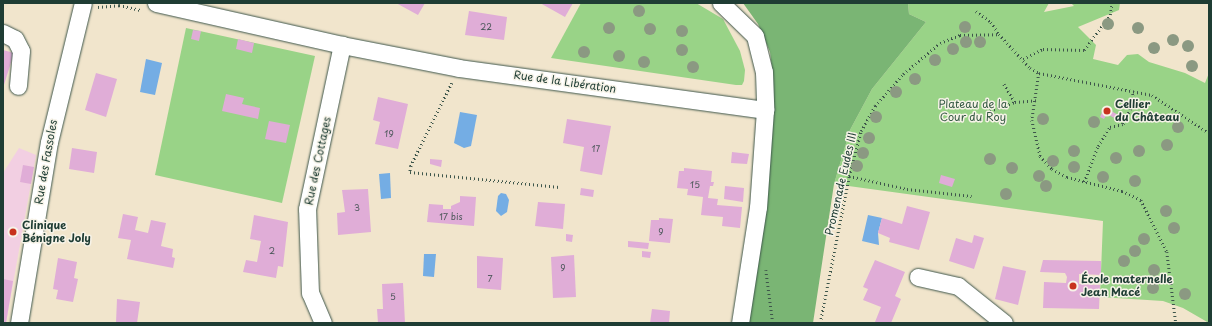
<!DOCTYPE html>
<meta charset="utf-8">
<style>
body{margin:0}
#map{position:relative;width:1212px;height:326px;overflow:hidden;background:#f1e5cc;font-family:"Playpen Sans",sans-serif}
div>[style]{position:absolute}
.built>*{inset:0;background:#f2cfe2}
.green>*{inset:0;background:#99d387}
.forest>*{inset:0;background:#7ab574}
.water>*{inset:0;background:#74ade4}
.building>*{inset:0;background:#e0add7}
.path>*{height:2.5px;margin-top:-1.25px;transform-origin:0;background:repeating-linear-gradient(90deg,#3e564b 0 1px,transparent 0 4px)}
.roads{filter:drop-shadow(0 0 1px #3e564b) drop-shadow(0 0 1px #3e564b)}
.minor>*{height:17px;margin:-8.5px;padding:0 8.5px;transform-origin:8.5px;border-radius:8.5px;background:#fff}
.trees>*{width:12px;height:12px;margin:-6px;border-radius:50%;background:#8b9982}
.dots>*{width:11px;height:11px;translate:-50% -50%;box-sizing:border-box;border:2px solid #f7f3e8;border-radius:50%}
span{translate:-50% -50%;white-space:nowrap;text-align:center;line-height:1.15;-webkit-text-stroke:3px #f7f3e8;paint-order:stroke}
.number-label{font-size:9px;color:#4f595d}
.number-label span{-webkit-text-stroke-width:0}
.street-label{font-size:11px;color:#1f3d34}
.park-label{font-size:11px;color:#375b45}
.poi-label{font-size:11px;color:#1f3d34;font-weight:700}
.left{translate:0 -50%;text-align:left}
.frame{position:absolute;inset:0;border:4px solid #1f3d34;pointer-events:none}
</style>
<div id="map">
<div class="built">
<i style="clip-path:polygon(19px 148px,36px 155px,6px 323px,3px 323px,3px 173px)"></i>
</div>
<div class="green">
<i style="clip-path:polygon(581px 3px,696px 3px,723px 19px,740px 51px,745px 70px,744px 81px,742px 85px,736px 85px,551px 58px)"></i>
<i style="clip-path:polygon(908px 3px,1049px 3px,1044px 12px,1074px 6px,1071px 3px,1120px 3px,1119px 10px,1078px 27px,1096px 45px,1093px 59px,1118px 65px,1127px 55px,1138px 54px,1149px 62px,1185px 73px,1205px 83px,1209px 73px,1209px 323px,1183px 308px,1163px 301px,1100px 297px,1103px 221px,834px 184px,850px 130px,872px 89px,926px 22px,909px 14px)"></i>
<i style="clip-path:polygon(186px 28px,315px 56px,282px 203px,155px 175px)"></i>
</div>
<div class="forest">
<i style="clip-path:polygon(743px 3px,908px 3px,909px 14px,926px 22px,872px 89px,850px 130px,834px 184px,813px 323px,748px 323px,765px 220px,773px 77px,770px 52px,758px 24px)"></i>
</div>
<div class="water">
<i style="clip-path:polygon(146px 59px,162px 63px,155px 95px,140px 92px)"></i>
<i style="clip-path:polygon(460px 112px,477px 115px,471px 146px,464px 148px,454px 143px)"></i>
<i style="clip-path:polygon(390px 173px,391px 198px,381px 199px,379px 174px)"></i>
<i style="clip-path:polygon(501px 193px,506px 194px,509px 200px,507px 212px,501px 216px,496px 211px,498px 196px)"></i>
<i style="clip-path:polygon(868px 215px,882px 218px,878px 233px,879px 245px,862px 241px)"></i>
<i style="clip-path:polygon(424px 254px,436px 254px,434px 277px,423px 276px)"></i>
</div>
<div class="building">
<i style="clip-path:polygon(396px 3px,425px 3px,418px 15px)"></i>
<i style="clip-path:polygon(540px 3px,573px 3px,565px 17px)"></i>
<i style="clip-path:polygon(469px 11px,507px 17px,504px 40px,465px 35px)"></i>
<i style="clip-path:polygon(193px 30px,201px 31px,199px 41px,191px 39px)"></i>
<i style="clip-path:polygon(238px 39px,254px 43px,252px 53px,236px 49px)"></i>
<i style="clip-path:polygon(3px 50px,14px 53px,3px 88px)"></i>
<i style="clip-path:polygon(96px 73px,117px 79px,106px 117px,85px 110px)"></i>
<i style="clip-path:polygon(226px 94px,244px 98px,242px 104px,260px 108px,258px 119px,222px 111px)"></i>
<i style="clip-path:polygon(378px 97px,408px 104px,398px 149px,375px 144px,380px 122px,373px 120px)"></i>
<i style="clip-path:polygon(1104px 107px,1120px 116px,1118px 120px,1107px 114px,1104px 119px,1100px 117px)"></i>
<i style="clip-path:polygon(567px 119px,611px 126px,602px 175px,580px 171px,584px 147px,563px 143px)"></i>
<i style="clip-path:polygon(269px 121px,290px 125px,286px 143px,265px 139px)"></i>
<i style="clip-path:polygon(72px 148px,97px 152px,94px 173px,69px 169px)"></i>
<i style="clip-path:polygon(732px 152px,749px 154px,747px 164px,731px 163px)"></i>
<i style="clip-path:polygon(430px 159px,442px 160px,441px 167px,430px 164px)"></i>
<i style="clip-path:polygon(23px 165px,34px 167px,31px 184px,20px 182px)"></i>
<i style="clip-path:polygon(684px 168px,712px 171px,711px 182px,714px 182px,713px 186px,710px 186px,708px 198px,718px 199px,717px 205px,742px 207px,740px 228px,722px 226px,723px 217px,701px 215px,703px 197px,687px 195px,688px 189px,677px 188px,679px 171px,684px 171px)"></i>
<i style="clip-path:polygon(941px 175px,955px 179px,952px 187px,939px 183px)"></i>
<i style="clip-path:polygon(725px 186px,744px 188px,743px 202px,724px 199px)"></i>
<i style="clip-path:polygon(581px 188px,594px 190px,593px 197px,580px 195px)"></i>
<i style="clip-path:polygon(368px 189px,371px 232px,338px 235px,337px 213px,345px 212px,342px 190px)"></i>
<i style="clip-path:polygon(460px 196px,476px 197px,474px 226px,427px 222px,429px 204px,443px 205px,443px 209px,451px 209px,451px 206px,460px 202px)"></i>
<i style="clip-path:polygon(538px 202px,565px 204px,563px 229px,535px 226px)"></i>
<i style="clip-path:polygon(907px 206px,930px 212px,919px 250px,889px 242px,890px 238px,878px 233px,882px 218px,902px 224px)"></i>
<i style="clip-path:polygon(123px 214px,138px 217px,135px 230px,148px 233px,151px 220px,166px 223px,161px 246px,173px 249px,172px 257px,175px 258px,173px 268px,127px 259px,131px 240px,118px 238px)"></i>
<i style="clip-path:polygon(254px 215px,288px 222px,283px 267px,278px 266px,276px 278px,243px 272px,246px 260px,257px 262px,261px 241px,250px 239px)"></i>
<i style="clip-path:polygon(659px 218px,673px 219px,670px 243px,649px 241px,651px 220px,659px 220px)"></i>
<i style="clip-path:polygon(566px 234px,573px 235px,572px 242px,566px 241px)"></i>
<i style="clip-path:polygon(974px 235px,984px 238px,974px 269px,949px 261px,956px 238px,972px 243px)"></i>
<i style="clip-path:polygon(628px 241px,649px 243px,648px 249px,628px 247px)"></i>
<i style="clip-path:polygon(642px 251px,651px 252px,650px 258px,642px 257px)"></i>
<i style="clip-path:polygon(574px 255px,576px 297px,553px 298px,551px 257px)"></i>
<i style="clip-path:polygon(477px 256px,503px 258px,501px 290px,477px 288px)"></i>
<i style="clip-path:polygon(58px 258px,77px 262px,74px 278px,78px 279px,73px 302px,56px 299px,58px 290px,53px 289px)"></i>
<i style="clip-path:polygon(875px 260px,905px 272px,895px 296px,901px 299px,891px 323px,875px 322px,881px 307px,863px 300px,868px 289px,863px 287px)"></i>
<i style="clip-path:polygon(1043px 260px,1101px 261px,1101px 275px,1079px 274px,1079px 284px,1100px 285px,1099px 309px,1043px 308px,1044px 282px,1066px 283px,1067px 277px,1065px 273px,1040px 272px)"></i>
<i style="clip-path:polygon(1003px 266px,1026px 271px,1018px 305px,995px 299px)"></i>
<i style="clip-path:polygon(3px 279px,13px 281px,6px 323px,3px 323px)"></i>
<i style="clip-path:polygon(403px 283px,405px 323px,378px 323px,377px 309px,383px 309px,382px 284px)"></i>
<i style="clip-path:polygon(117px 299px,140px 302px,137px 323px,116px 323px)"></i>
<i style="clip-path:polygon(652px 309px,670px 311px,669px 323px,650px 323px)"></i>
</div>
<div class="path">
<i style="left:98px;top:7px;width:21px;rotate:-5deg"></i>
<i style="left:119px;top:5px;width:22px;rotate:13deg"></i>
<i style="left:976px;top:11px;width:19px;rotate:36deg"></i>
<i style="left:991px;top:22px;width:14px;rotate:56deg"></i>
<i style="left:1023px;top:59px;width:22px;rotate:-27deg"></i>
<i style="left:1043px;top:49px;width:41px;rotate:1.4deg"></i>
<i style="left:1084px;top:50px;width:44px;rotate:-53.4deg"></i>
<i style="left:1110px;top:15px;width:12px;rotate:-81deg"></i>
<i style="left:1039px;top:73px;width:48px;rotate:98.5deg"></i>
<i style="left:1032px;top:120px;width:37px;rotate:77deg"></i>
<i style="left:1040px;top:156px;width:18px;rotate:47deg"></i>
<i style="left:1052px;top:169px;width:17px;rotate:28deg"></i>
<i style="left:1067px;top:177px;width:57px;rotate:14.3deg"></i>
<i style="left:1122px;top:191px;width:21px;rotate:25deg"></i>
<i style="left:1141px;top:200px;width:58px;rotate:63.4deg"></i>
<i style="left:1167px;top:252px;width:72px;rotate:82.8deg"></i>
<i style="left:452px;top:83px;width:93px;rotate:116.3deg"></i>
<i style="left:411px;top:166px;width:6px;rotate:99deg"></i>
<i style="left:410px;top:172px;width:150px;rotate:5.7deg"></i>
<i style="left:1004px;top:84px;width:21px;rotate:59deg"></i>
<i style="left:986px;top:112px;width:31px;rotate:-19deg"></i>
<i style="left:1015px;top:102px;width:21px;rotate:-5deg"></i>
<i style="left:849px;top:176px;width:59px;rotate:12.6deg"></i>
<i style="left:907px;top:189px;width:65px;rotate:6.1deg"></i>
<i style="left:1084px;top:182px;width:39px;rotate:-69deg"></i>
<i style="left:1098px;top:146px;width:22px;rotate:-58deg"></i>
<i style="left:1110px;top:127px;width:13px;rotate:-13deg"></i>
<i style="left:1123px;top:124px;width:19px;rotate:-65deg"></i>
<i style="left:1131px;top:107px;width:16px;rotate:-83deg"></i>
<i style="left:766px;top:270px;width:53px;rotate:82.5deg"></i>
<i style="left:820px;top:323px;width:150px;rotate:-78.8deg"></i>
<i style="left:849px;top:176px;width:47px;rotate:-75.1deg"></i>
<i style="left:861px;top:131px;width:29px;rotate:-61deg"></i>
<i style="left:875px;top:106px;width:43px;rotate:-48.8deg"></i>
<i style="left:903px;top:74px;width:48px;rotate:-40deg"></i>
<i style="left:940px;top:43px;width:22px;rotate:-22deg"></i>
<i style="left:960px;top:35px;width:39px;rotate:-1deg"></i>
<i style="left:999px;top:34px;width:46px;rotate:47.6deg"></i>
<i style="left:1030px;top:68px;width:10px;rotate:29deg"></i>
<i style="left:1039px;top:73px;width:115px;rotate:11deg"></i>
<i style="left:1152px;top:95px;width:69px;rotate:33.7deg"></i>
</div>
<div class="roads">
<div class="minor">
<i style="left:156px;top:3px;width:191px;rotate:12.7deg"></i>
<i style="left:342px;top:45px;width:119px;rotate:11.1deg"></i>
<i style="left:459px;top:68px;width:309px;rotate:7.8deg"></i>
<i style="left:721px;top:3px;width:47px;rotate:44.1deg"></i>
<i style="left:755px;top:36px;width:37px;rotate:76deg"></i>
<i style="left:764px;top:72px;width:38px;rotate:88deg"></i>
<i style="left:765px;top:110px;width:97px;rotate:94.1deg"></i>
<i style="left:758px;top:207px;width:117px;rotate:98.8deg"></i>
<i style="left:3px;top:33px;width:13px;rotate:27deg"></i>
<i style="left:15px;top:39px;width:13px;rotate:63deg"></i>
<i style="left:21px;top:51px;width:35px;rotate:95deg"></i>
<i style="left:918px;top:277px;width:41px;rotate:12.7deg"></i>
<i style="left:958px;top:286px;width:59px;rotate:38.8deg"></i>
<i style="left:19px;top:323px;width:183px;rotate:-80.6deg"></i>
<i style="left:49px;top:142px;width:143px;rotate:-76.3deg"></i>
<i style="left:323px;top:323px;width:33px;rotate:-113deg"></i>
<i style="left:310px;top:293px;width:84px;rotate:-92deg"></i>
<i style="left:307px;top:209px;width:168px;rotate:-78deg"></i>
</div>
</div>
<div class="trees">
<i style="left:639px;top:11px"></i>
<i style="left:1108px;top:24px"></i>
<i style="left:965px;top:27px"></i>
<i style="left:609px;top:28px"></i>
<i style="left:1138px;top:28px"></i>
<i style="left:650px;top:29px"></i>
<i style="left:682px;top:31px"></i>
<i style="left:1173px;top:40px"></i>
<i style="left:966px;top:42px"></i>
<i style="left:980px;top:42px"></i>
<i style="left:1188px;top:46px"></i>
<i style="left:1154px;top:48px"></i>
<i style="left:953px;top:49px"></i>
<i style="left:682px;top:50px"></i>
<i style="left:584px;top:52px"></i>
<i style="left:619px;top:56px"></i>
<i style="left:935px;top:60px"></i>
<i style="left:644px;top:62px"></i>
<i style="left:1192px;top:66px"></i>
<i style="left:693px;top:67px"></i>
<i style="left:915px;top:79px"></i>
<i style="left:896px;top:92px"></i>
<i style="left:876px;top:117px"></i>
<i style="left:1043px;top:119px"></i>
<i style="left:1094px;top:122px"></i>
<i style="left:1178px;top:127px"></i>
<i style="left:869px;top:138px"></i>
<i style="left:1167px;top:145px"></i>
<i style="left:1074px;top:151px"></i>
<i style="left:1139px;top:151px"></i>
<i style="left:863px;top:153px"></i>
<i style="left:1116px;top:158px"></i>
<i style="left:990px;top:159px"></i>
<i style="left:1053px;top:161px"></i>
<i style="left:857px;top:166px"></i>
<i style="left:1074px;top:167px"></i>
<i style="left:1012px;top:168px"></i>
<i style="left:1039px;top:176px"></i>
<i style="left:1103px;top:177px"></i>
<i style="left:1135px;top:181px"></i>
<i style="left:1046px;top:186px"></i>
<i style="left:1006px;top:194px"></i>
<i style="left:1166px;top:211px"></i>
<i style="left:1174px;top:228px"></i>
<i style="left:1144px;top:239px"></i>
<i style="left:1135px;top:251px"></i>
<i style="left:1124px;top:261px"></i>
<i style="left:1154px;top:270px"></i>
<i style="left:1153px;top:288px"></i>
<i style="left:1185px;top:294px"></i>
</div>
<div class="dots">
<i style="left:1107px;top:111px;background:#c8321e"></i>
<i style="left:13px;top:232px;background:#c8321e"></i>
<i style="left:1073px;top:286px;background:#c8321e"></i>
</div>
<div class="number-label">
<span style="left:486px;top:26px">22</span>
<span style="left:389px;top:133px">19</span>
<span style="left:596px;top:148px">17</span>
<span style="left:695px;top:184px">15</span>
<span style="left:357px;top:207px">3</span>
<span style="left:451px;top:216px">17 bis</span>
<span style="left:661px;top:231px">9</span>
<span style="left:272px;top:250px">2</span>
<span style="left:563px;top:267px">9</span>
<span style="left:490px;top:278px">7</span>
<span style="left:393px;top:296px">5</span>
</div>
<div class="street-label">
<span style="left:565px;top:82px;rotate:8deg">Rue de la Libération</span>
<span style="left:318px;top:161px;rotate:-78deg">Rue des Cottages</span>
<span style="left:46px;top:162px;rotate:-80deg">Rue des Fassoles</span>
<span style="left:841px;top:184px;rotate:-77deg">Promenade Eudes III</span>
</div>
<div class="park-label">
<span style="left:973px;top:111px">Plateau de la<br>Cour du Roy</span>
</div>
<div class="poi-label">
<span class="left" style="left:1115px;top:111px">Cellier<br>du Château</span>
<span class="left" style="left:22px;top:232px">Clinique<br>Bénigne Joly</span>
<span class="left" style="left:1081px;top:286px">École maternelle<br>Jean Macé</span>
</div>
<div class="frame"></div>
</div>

--- --- ---

## Aim of the exercise
Only the lines from the first line of the entries through the line containing "1px #3e564b) drop-shadow(0" should be output, exactly as they are, without pictures.

## Solution
<!DOCTYPE html>
<meta charset="utf-8">
<style>
body{margin:0}
#map{position:relative;width:1212px;height:326px;overflow:hidden;background:#f1e5cc;font-family:"Playpen Sans",sans-serif}
div>[style]{position:absolute}
.built>*{inset:0;background:#f2cfe2}
.green>*{inset:0;background:#99d387}
.forest>*{inset:0;background:#7ab574}
.water>*{inset:0;background:#74ade4}
.building>*{inset:0;background:#e0add7}
.path>*{height:2.5px;margin-top:-1.25px;transform-origin:0;background:repeating-linear-gradient(90deg,#3e564b 0 1px,transparent 0 4px)}
.roads{filter:drop-shadow(0 0 1px #3e564b) drop-shadow(0 0 1px #3e564b)}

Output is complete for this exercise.